On June 9, 1975, President Ferdinand Marcos signed with Chinese Premier Chou En Lai the joint communiqué wherein we embraced the One-China policy. While they were toasting each other over maotai, Ninoy Aquino was in prison. Barely a month earlier, he had just ended a 40-day hunger strike to protest his trial before a military tribunal. He had instructed his lawyers to withdraw all motions pending before the Supreme Court, and he had to be forcibly dragged by soldiers into the military courtroom for his trial.
What a difference 36 years can make. Today Ninoy’s son is President of the Republic, and is the guest of the Chinese government. Then the Chinese were die-hard communists and Marcos’ aim was to neutralize their open support for the Maoist rebels in the countryside. Today the Chinese are capitalists and only the local rebels still believe in Chairman Mao, and Mr. Aquino’s aim is to increase Chinese investments in the Philippines and lessen the tensions in the Spratlys.

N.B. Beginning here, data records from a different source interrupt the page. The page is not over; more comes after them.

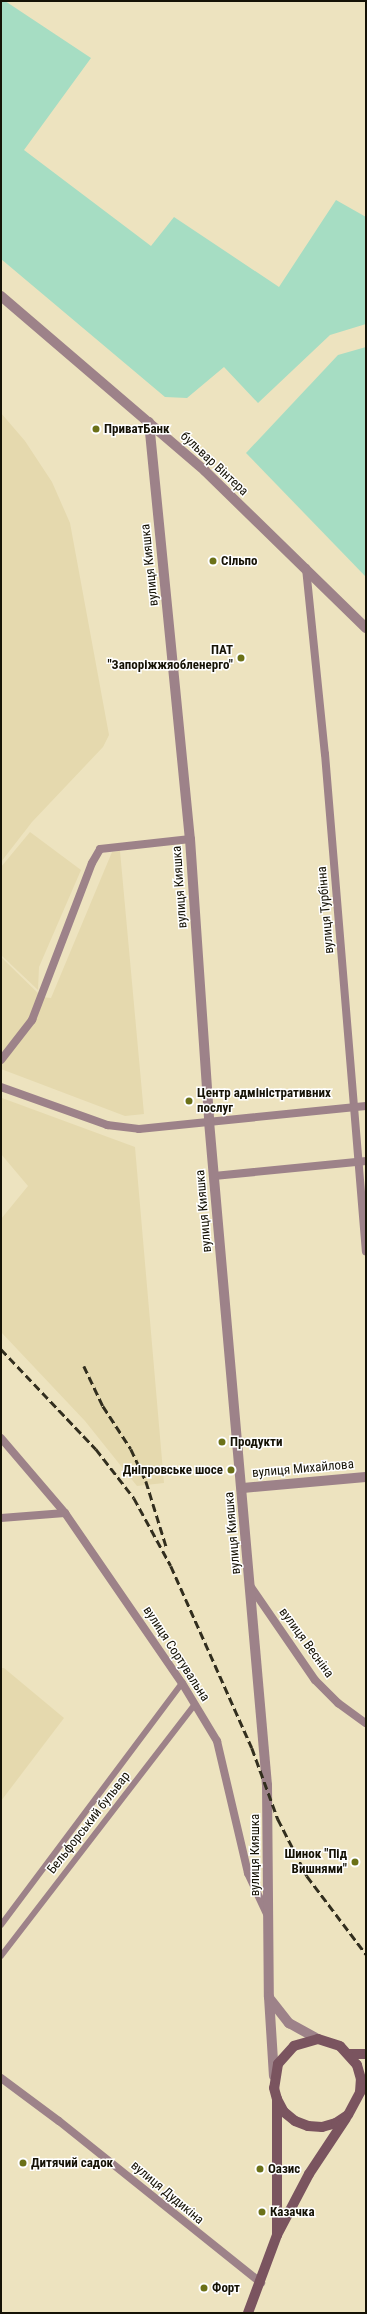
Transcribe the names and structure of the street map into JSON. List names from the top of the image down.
{
  "streets": {
    "street": [
      "бульвар Вінтера",
      "вулиця Кияшка",
      "вулиця Турбінна",
      "вулиця Михайлова",
      "вулиця Весніна",
      "вулиця Сортувальна",
      "Бельфорський бульвар",
      "вулиця Дудикіна"
    ]
  },
  "crossings": [
    ["бульвар Вінтера", "вулиця Кияшка"],
    ["бульвар Вінтера", "вулиця Турбінна"],
    ["вулиця Кияшка", "вулиця Михайлова"],
    ["вулиця Кияшка", "вулиця Весніна"],
    ["вулиця Кияшка", "вулиця Сортувальна"],
    ["вулиця Сортувальна", "Бельфорський бульвар"]
  ],
  "places": [
    "ПриватБанк",
    "Сільпо",
    "ПАТ \"Запоріжжяобленерго\"",
    "Центр адміністративних послуг",
    "Продукти",
    "Дніпровське шосе",
    "Шинок \"Під Вишнями\"",
    "Дитячий садок",
    "Оазис",
    "Казачка",
    "Форт"
  ]
}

Those two goals entail radically different strategies. We must distinguish when a Chinese policy statement is directed at us and when it is directed to someone else. On economic matters, say the Chinese hunger for our vast mineral deposits, China is talking to us and indeed needs to talk to the native lords, both elite and mass-based, who hold the levers of access to local mining. But on political matters, China might actually be talking to a global audience, chief among them the United States, to demonstrate how far China will go to advance its interests.
China’s interest in our mines is a mixed blessing. In one sense, we can have them eating off our hand. China’s search for mineral deposits has taken it to places as far and as alien to them as Africa. Whatever they extract they have to ship across several oceans just to bring them to China’s shores. We, on the other hand, are right across China’s eastern coast, and in a land where Chinese engineers will live in what is at least a more familiar culture. This alone should yield significant savings in transport and managerial costs.
But the fly in the ointment is the environmental risk—not because we are dealing with mining but because we are dealing with China, a country whose environmental record is, to say the least, far from exemplary.